_DATASET RECORDS_:

------------------------------------

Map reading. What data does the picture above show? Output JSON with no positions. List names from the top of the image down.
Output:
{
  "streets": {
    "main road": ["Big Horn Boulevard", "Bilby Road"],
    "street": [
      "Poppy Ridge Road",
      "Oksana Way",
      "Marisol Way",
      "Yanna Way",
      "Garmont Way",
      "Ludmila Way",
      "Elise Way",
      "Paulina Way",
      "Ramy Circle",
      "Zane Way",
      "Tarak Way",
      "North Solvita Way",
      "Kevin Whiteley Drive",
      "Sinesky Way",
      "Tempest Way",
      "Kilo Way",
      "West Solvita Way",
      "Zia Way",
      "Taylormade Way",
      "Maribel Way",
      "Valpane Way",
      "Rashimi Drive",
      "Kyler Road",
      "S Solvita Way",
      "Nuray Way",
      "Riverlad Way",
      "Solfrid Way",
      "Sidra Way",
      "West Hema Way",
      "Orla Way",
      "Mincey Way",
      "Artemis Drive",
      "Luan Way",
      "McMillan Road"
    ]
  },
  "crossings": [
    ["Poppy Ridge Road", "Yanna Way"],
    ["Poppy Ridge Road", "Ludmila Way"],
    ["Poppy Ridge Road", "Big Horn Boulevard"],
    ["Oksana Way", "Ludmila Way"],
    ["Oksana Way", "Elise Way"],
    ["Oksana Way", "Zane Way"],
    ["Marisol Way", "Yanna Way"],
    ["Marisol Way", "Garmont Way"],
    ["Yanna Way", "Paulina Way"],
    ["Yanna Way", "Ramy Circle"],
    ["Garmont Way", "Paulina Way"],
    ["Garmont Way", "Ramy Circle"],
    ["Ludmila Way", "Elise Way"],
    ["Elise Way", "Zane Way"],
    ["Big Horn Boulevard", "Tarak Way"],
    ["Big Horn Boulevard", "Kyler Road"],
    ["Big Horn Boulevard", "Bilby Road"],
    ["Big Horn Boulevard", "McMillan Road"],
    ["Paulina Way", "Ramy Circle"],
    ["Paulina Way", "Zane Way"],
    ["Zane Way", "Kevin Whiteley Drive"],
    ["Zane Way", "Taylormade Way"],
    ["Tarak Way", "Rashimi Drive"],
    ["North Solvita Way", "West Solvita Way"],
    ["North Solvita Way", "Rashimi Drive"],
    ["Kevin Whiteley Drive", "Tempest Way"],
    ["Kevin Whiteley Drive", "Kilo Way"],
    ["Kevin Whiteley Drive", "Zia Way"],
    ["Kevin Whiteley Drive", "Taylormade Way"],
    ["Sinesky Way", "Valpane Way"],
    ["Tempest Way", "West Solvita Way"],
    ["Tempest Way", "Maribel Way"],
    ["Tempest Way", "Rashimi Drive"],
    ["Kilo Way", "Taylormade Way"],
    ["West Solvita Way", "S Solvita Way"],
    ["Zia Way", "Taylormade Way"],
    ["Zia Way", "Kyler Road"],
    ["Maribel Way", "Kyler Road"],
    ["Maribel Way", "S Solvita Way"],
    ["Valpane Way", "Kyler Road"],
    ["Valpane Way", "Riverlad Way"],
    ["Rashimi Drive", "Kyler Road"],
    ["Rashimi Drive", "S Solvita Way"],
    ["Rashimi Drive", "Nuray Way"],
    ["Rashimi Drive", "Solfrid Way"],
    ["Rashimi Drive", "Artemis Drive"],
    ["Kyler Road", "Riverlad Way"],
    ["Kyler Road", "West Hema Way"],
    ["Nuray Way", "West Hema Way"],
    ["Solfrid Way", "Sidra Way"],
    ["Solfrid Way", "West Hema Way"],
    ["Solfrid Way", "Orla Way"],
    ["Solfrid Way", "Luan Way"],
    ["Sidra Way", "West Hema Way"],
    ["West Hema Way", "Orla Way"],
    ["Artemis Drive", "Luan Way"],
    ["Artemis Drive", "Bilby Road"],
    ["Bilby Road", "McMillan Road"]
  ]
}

------------------------------------

_WHAT TO PRODUCE_: An identical copy of the preceding records should be returned.

_WRITTEN RESPONSE_:
Map reading. What data does the picture above show? Output JSON with no positions. List names from the top of the image down.
Output:
{
  "streets": {
    "main road": ["Big Horn Boulevard", "Bilby Road"],
    "street": [
      "Poppy Ridge Road",
      "Oksana Way",
      "Marisol Way",
      "Yanna Way",
      "Garmont Way",
      "Ludmila Way",
      "Elise Way",
      "Paulina Way",
      "Ramy Circle",
      "Zane Way",
      "Tarak Way",
      "North Solvita Way",
      "Kevin Whiteley Drive",
      "Sinesky Way",
      "Tempest Way",
      "Kilo Way",
      "West Solvita Way",
      "Zia Way",
      "Taylormade Way",
      "Maribel Way",
      "Valpane Way",
      "Rashimi Drive",
      "Kyler Road",
      "S Solvita Way",
      "Nuray Way",
      "Riverlad Way",
      "Solfrid Way",
      "Sidra Way",
      "West Hema Way",
      "Orla Way",
      "Mincey Way",
      "Artemis Drive",
      "Luan Way",
      "McMillan Road"
    ]
  },
  "crossings": [
    ["Poppy Ridge Road", "Yanna Way"],
    ["Poppy Ridge Road", "Ludmila Way"],
    ["Poppy Ridge Road", "Big Horn Boulevard"],
    ["Oksana Way", "Ludmila Way"],
    ["Oksana Way", "Elise Way"],
    ["Oksana Way", "Zane Way"],
    ["Marisol Way", "Yanna Way"],
    ["Marisol Way", "Garmont Way"],
    ["Yanna Way", "Paulina Way"],
    ["Yanna Way", "Ramy Circle"],
    ["Garmont Way", "Paulina Way"],
    ["Garmont Way", "Ramy Circle"],
    ["Ludmila Way", "Elise Way"],
    ["Elise Way", "Zane Way"],
    ["Big Horn Boulevard", "Tarak Way"],
    ["Big Horn Boulevard", "Kyler Road"],
    ["Big Horn Boulevard", "Bilby Road"],
    ["Big Horn Boulevard", "McMillan Road"],
    ["Paulina Way", "Ramy Circle"],
    ["Paulina Way", "Zane Way"],
    ["Zane Way", "Kevin Whiteley Drive"],
    ["Zane Way", "Taylormade Way"],
    ["Tarak Way", "Rashimi Drive"],
    ["North Solvita Way", "West Solvita Way"],
    ["North Solvita Way", "Rashimi Drive"],
    ["Kevin Whiteley Drive", "Tempest Way"],
    ["Kevin Whiteley Drive", "Kilo Way"],
    ["Kevin Whiteley Drive", "Zia Way"],
    ["Kevin Whiteley Drive", "Taylormade Way"],
    ["Sinesky Way", "Valpane Way"],
    ["Tempest Way", "West Solvita Way"],
    ["Tempest Way", "Maribel Way"],
    ["Tempest Way", "Rashimi Drive"],
    ["Kilo Way", "Taylormade Way"],
    ["West Solvita Way", "S Solvita Way"],
    ["Zia Way", "Taylormade Way"],
    ["Zia Way", "Kyler Road"],
    ["Maribel Way", "Kyler Road"],
    ["Maribel Way", "S Solvita Way"],
    ["Valpane Way", "Kyler Road"],
    ["Valpane Way", "Riverlad Way"],
    ["Rashimi Drive", "Kyler Road"],
    ["Rashimi Drive", "S Solvita Way"],
    ["Rashimi Drive", "Nuray Way"],
    ["Rashimi Drive", "Solfrid Way"],
    ["Rashimi Drive", "Artemis Drive"],
    ["Kyler Road", "Riverlad Way"],
    ["Kyler Road", "West Hema Way"],
    ["Nuray Way", "West Hema Way"],
    ["Solfrid Way", "Sidra Way"],
    ["Solfrid Way", "West Hema Way"],
    ["Solfrid Way", "Orla Way"],
    ["Solfrid Way", "Luan Way"],
    ["Sidra Way", "West Hema Way"],
    ["West Hema Way", "Orla Way"],
    ["Artemis Drive", "Luan Way"],
    ["Artemis Drive", "Bilby Road"],
    ["Bilby Road", "McMillan Road"]
  ]
}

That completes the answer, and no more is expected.